| ASSIGNED TASK |
Where does "bottom" occur in the listing? Copy every line that holds it.

(Beginning of DATA)

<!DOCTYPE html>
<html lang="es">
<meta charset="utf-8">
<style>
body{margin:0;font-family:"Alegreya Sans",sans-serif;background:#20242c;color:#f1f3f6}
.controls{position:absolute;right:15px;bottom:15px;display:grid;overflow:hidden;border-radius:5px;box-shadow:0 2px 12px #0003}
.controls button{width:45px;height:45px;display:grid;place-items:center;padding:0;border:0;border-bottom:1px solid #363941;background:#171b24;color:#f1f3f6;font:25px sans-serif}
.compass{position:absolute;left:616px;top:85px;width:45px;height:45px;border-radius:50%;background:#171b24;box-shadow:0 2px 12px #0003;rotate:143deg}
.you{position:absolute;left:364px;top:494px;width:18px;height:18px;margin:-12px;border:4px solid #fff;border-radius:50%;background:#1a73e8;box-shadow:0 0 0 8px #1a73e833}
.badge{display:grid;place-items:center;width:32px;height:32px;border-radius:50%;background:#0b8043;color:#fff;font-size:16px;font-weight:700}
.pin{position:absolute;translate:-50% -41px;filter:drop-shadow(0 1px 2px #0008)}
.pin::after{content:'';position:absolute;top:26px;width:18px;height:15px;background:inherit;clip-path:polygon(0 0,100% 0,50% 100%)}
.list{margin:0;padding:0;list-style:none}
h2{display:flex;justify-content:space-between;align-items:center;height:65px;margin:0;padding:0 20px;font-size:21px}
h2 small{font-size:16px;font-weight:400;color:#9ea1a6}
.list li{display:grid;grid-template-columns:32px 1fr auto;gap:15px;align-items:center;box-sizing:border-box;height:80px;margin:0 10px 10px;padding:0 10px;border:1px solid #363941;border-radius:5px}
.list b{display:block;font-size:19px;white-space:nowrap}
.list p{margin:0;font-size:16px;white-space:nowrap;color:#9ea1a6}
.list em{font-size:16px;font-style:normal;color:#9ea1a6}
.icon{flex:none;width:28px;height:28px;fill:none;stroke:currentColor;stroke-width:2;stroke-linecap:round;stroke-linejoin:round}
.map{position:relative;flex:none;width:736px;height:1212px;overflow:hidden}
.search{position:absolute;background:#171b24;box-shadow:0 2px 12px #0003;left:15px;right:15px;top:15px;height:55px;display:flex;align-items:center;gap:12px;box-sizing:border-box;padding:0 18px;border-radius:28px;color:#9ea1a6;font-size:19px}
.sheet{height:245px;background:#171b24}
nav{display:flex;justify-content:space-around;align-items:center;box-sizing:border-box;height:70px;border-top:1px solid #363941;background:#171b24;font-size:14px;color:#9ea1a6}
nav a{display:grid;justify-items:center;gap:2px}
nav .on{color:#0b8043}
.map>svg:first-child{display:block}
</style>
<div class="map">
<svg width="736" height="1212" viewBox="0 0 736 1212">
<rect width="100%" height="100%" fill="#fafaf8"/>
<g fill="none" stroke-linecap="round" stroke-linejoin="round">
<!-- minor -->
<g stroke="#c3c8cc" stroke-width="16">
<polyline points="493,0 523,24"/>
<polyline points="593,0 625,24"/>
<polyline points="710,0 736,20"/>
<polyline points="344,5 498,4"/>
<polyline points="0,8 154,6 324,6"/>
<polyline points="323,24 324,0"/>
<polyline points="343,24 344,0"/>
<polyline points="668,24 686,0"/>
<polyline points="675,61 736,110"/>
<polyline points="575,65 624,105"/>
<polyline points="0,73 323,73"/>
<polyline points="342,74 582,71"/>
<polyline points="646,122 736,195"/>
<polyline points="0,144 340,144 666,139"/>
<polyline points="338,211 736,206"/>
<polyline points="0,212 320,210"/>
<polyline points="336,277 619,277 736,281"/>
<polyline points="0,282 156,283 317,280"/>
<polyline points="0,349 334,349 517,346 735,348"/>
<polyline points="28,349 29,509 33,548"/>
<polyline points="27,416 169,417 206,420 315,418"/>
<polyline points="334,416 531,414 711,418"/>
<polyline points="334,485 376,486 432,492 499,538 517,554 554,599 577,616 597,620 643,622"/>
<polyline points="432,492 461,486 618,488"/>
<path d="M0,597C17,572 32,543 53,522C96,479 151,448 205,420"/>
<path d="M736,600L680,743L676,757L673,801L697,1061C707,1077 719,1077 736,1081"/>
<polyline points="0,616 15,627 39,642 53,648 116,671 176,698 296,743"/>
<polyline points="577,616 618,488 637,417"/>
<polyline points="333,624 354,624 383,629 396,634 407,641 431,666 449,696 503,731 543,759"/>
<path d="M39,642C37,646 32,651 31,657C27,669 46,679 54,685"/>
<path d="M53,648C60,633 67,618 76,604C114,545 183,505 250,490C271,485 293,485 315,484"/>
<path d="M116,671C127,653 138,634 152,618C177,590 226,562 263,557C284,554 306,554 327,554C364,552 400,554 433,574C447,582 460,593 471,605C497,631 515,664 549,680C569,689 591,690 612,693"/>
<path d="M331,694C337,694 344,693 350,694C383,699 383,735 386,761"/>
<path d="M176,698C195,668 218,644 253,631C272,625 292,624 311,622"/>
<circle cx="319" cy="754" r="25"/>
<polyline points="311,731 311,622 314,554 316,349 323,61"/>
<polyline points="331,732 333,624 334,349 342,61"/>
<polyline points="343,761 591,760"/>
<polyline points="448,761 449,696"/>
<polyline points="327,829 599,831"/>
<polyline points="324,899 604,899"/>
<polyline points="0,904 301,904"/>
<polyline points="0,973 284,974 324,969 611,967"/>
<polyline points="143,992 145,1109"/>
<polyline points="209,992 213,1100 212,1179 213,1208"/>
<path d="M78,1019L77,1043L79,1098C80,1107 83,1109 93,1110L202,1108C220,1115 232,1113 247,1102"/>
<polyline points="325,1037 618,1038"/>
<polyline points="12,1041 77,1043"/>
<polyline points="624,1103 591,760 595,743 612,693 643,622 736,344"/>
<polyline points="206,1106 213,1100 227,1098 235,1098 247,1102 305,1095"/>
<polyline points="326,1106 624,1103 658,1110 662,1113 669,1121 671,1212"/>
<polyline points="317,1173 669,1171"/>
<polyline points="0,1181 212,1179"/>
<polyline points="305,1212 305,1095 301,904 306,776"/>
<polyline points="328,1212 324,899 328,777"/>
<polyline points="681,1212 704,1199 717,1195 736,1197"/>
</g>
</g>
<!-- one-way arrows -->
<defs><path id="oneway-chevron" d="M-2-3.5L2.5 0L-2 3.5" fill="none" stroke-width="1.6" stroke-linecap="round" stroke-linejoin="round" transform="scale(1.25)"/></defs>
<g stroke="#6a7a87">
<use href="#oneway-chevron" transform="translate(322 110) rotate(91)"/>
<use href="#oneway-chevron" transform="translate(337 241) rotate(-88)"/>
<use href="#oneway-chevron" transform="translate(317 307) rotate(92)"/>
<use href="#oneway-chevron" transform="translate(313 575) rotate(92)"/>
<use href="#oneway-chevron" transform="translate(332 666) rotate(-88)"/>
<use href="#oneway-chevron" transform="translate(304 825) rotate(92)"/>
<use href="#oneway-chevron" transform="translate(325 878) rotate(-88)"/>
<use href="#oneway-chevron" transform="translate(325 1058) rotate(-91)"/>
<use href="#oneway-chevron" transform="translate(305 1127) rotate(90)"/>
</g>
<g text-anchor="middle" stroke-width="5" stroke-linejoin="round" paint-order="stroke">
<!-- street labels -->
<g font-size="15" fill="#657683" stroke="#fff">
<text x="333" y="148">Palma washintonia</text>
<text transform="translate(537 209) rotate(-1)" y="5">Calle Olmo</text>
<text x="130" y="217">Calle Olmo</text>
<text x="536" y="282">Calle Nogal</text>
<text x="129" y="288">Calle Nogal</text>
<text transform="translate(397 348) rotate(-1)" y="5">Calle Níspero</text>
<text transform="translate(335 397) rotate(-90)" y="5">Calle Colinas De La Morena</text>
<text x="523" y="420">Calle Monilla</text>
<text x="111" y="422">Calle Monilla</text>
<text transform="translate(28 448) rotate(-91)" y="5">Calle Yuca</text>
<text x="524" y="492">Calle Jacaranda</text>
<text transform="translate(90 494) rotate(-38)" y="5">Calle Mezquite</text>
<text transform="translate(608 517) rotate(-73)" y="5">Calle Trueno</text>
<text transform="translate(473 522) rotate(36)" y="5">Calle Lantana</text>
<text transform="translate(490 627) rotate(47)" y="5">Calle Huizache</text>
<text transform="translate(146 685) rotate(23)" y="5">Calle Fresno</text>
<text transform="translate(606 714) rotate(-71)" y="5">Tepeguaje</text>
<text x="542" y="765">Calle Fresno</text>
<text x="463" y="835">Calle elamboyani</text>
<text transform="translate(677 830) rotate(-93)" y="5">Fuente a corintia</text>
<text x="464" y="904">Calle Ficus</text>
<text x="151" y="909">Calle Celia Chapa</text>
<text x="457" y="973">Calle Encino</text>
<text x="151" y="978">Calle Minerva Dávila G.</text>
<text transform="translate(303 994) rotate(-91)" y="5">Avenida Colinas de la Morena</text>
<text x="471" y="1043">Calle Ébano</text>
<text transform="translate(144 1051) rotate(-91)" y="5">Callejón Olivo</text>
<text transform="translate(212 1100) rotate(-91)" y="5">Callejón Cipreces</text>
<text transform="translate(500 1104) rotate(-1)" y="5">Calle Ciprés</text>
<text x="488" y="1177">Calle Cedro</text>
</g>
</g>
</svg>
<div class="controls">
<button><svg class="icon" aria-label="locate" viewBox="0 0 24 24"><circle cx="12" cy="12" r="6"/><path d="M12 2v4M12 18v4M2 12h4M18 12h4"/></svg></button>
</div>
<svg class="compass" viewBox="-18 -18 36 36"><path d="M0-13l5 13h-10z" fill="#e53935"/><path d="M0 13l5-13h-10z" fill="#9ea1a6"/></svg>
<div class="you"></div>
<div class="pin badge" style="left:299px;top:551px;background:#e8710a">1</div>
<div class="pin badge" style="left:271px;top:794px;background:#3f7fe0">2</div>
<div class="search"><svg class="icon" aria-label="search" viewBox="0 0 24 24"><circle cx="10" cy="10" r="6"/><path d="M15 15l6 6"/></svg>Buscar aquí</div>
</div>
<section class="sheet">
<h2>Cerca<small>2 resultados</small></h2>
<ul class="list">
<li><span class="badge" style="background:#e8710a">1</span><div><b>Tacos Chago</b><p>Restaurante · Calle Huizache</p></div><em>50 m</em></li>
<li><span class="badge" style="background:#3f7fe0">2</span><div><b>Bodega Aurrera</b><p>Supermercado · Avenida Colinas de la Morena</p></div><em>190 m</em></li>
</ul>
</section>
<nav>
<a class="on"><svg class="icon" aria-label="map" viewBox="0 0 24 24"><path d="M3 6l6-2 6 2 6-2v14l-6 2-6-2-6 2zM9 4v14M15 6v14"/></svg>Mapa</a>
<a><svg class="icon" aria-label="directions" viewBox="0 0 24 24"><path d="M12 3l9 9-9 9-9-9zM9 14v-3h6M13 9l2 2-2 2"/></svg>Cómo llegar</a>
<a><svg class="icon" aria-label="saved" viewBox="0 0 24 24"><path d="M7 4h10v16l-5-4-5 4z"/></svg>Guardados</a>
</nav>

(End of DATA)

| SOLUTION BELOW |
.controls{position:absolute;right:15px;bottom:15px;display:grid;overflow:hidden;border-radius:5px;box-shadow:0 2px 12px #0003}
.controls button{width:45px;height:45px;display:grid;place-items:center;padding:0;border:0;border-bottom:1px solid #363941;background:#171b24;color:#f1f3f6;font:25px sans-serif}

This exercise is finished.